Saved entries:
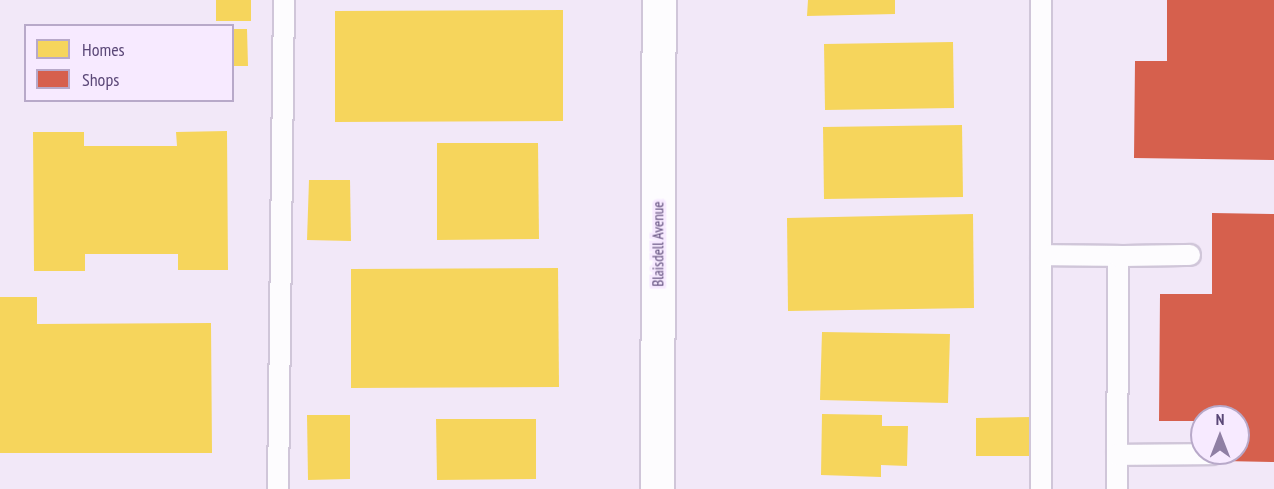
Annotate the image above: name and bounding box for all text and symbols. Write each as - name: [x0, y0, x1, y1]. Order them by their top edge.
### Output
- legend: [24, 24, 234, 102]
- text: Homes: [82, 38, 125, 61]
- text: Shops: [82, 68, 119, 91]
- street label: Blaisdell Avenue: [649, 201, 667, 287]
- north arrow: [1190, 405, 1250, 465]
- text: N: [1216, 409, 1224, 429]

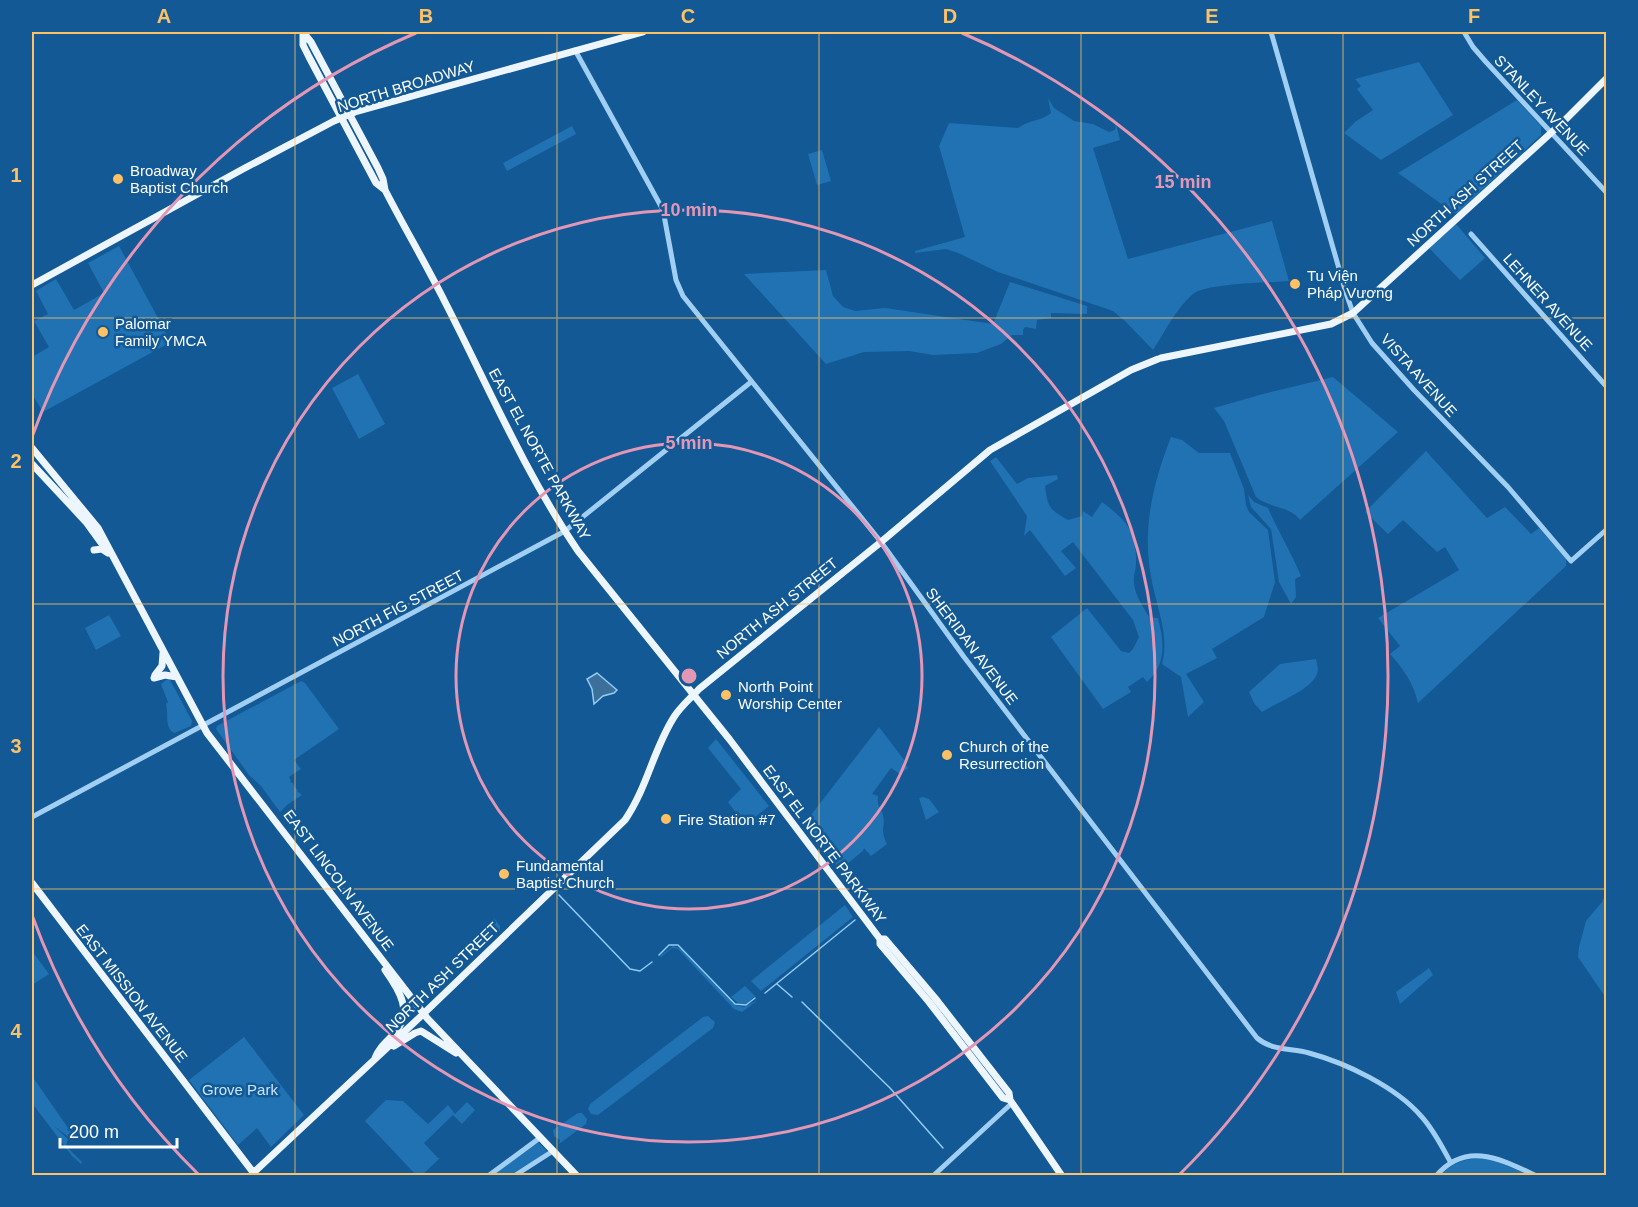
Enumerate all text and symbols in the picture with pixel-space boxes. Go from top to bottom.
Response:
text: A [157,5,171,27]
text: B [419,5,433,27]
text: C [681,5,695,27]
text: D [943,5,957,27]
text: E [1205,5,1219,27]
text: F [1468,5,1480,27]
street label: STANLEY AVENUE [1491,51,1593,159]
street label: NORTH BROADWAY [335,57,477,115]
street label: NORTH ASH STREET [1403,136,1527,250]
place label: Broadway Baptist Church [130,162,228,196]
text: 1 [10,164,22,186]
marker: Broadway Baptist Church [111,172,125,186]
text: 15 min [1154,172,1212,192]
text: 10 min [660,200,718,220]
street label: LEHNER AVENUE [1500,250,1596,354]
place label: Tu Viện Pháp Vương [1307,267,1393,301]
marker: Tu Viện Pháp Vương [1288,277,1302,291]
place label: Palomar Family YMCA [115,315,206,349]
marker: Palomar Family YMCA [96,325,110,339]
street label: VISTA AVENUE [1377,330,1461,420]
street label: EAST EL NORTE PARKWAY [486,365,594,543]
text: 5 min [665,433,713,453]
text: 2 [10,450,22,472]
street label: NORTH ASH STREET [713,554,841,662]
street label: NORTH FIG STREET [330,566,466,650]
street label: SHERIDAN AVENUE [923,584,1021,708]
centre of rings [679,666,699,686]
place label: North Point Worship Center [738,678,842,712]
marker: North Point Worship Center [719,688,733,702]
text: 3 [10,735,22,757]
place label: Church of the Resurrection [959,738,1049,772]
marker: Church of the Resurrection [940,748,954,762]
street label: EAST EL NORTE PARKWAY [760,762,890,926]
street label: EAST LINCOLN AVENUE [280,806,398,954]
place label: Fire Station #7 [678,811,776,828]
marker: Fire Station #7 [659,812,673,826]
place label: Fundamental Baptist Church [516,857,614,891]
marker: Fundamental Baptist Church [497,867,511,881]
street label: NORTH ASH STREET [382,919,502,1035]
street label: EAST MISSION AVENUE [73,921,191,1065]
text: 4 [10,1020,22,1042]
park label: Grove Park [202,1081,278,1098]
scale bar [60,1111,177,1149]
text: 200 m [69,1122,119,1142]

__WHAT THIS TASK INVOLVES__. What comes back should match the records exactly, minus any pictures.

__EXERCISE OUTPUT__.
Annotate the image above: name and bounding box for all text and symbols. Write each as - name: [x0, y0, x1, y1]. Order them by their top edge.
### Output
- legend: [24, 24, 234, 102]
- text: Homes: [82, 38, 125, 61]
- text: Shops: [82, 68, 119, 91]
- street label: Blaisdell Avenue: [649, 201, 667, 287]
- north arrow: [1190, 405, 1250, 465]
- text: N: [1216, 409, 1224, 429]

Enumerate all text and symbols in the picture with pixel-space boxes. Go from top to bottom.
Response:
text: A [157,5,171,27]
text: B [419,5,433,27]
text: C [681,5,695,27]
text: D [943,5,957,27]
text: E [1205,5,1219,27]
text: F [1468,5,1480,27]
street label: STANLEY AVENUE [1491,51,1593,159]
street label: NORTH BROADWAY [335,57,477,115]
street label: NORTH ASH STREET [1403,136,1527,250]
place label: Broadway Baptist Church [130,162,228,196]
text: 1 [10,164,22,186]
marker: Broadway Baptist Church [111,172,125,186]
text: 15 min [1154,172,1212,192]
text: 10 min [660,200,718,220]
street label: LEHNER AVENUE [1500,250,1596,354]
place label: Tu Viện Pháp Vương [1307,267,1393,301]
marker: Tu Viện Pháp Vương [1288,277,1302,291]
place label: Palomar Family YMCA [115,315,206,349]
marker: Palomar Family YMCA [96,325,110,339]
street label: VISTA AVENUE [1377,330,1461,420]
street label: EAST EL NORTE PARKWAY [486,365,594,543]
text: 5 min [665,433,713,453]
text: 2 [10,450,22,472]
street label: NORTH ASH STREET [713,554,841,662]
street label: NORTH FIG STREET [330,566,466,650]
street label: SHERIDAN AVENUE [923,584,1021,708]
centre of rings [679,666,699,686]
place label: North Point Worship Center [738,678,842,712]
marker: North Point Worship Center [719,688,733,702]
text: 3 [10,735,22,757]
place label: Church of the Resurrection [959,738,1049,772]
marker: Church of the Resurrection [940,748,954,762]
street label: EAST EL NORTE PARKWAY [760,762,890,926]
street label: EAST LINCOLN AVENUE [280,806,398,954]
place label: Fire Station #7 [678,811,776,828]
marker: Fire Station #7 [659,812,673,826]
place label: Fundamental Baptist Church [516,857,614,891]
marker: Fundamental Baptist Church [497,867,511,881]
street label: NORTH ASH STREET [382,919,502,1035]
street label: EAST MISSION AVENUE [73,921,191,1065]
text: 4 [10,1020,22,1042]
park label: Grove Park [202,1081,278,1098]
scale bar [60,1111,177,1149]
text: 200 m [69,1122,119,1142]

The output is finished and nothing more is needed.